Northwest Arkansas Democrat-Gazette
In the news
■ Victoria Burgess, 34, a fire inspector in Pompano Beach, Fla., is believed to be the first woman to use a standup paddleboard to travel from Cuba to Key West, making a 100- mile voyage across the Florida straits in just under 28 hours.
■ Tammera Goodman, 56, of Kansas City, Mo., accused of embezzling about $465,000 from her family’s restoration business to pay credit- card bills and her mortgage, was sentenced to two years in prison after pleading guilty to failing to pay taxes on the stolen money.
■ Josephine Iyamu, a nurse who used voodoo rituals as intimidation, was convicted by an English jury of leading a network that charged Nigerian women as much as $44,000 to take them to Germany where they were forced to work as prostitutes until they repaid the debt.
■ Robert Galen, 95, of Brunswick, Maine, said he picked up a wooden plank when he saw a rabid fox looking him “right in the eye” just before the 10-pound predator attacked and the two struggled for about 10 minutes until Galen beat it to death.

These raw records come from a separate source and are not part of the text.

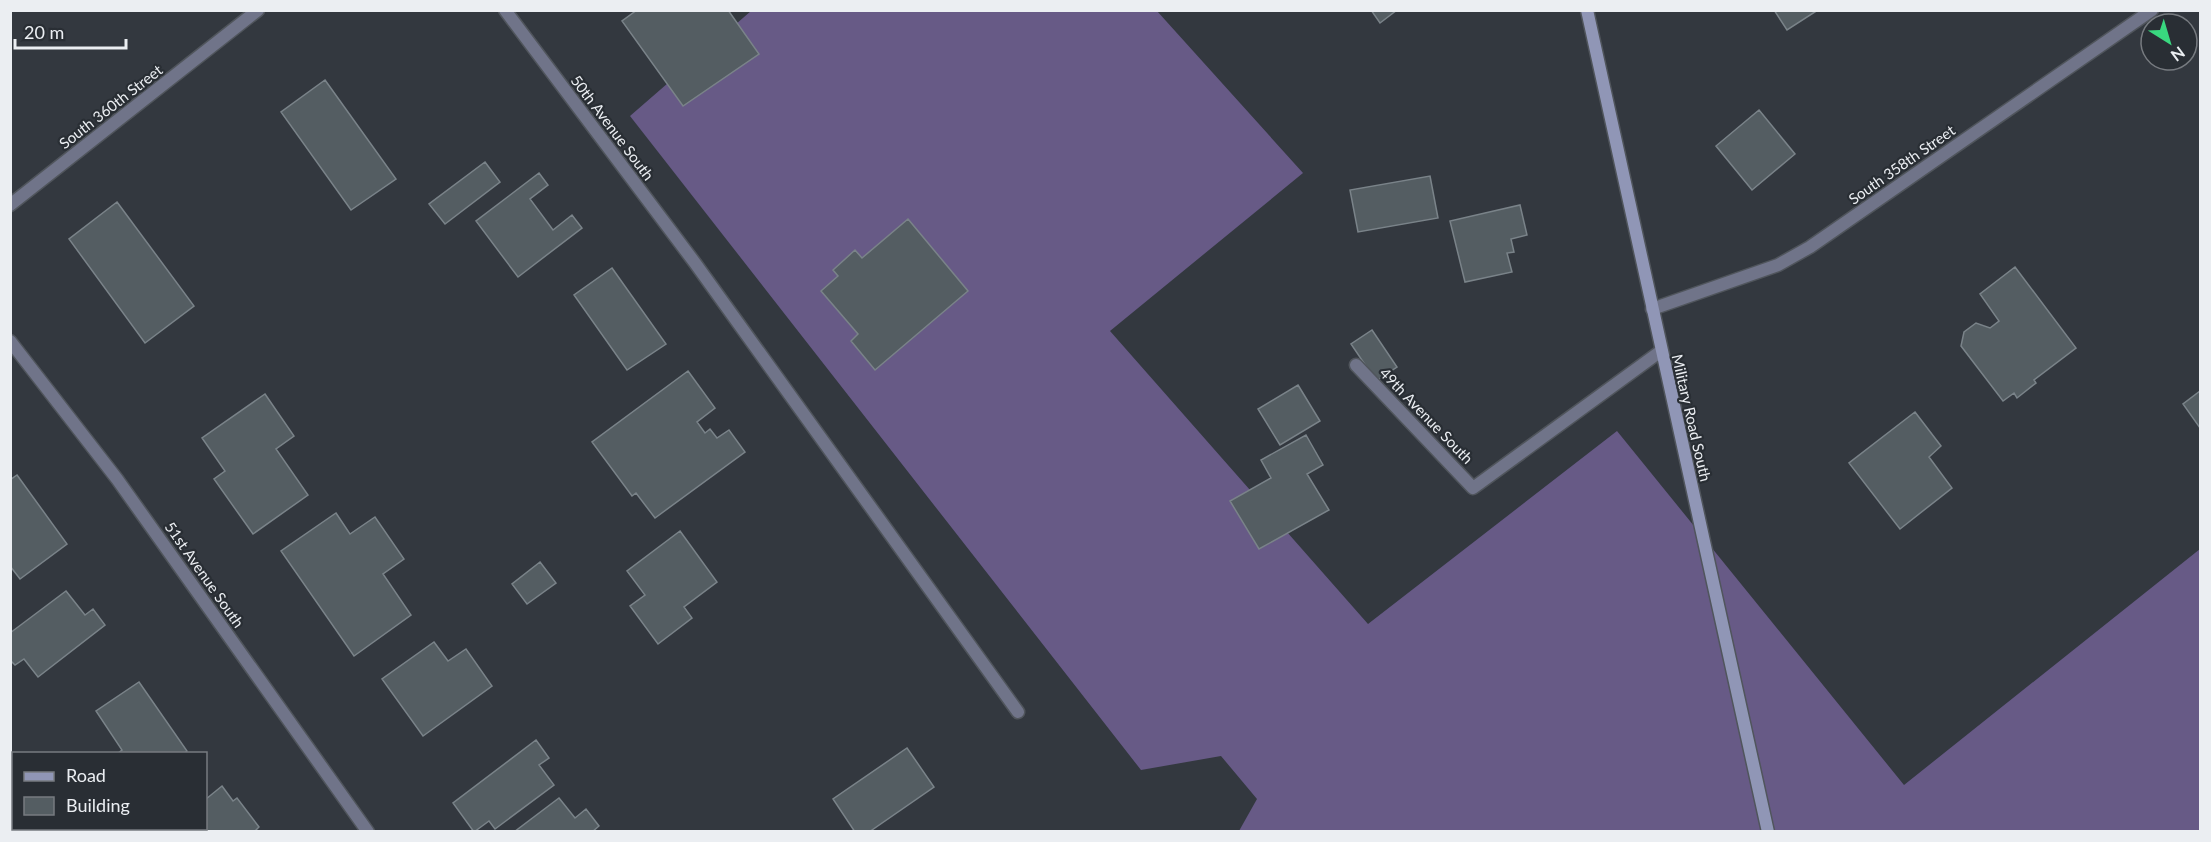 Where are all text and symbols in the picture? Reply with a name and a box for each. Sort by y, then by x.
scale bar [15,12,126,50]
north arrow [2139,12,2199,72]
text: 20 m [24,21,64,43]
text: N [2168,43,2189,66]
street label: South 360th Street [55,60,166,152]
street label: 50th Avenue South [567,71,658,183]
street label: South 358th Street [1845,120,1959,208]
street label: Military Road South [1669,352,1715,483]
street label: 49th Avenue South [1376,363,1477,467]
street label: 51st Avenue South [162,518,248,631]
legend [12,752,207,830]
text: Road [66,764,106,786]
text: Building [66,794,130,816]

■ Howard Hinkle, 67, of Wichita Falls, Texas, was indicted, accused of fraudulently receiving more than $5.8 million in loans after bank officials, who searched sites in Texas and Oklahoma, couldn’t locate any of the 8,000 head of cattle that Hinkle used as collateral.
■ Danielle Layman, 38, of Ponca City, Okla., sentenced to more than three years in prison after being convicted of manufacturing the poison ricin in a murder-for-hire plot to kill her ex-husband in Israel, apologized and called the scheme “an elaborate fantasy.”
■ Raphael Sanchez, 44, former chief counsel for U.S. Immigration and Customs Enforcement in Seattle, was sentenced to four years in prison for stealing the identities of people facing deportation and using them to run up bills totaling $190,000.
■ Charles Folk, 40, of Melbourne, Fla., who called a taxi for a 30-mile ride home after being released from the Brevard County jail where he had been held on a criminal-mischief charge, was returned to jail when he couldn’t pay the $70 fare.
■ Nick Hinrichs, an attorney for two sisters who reached a $1 million settlement with a Kansas City, Mo., bar where they were handcuffed to a wall when bouncers wrongly thought they had used a counterfeit $50 bill, said he is glad his clients can “finally put this nightmare behind them.”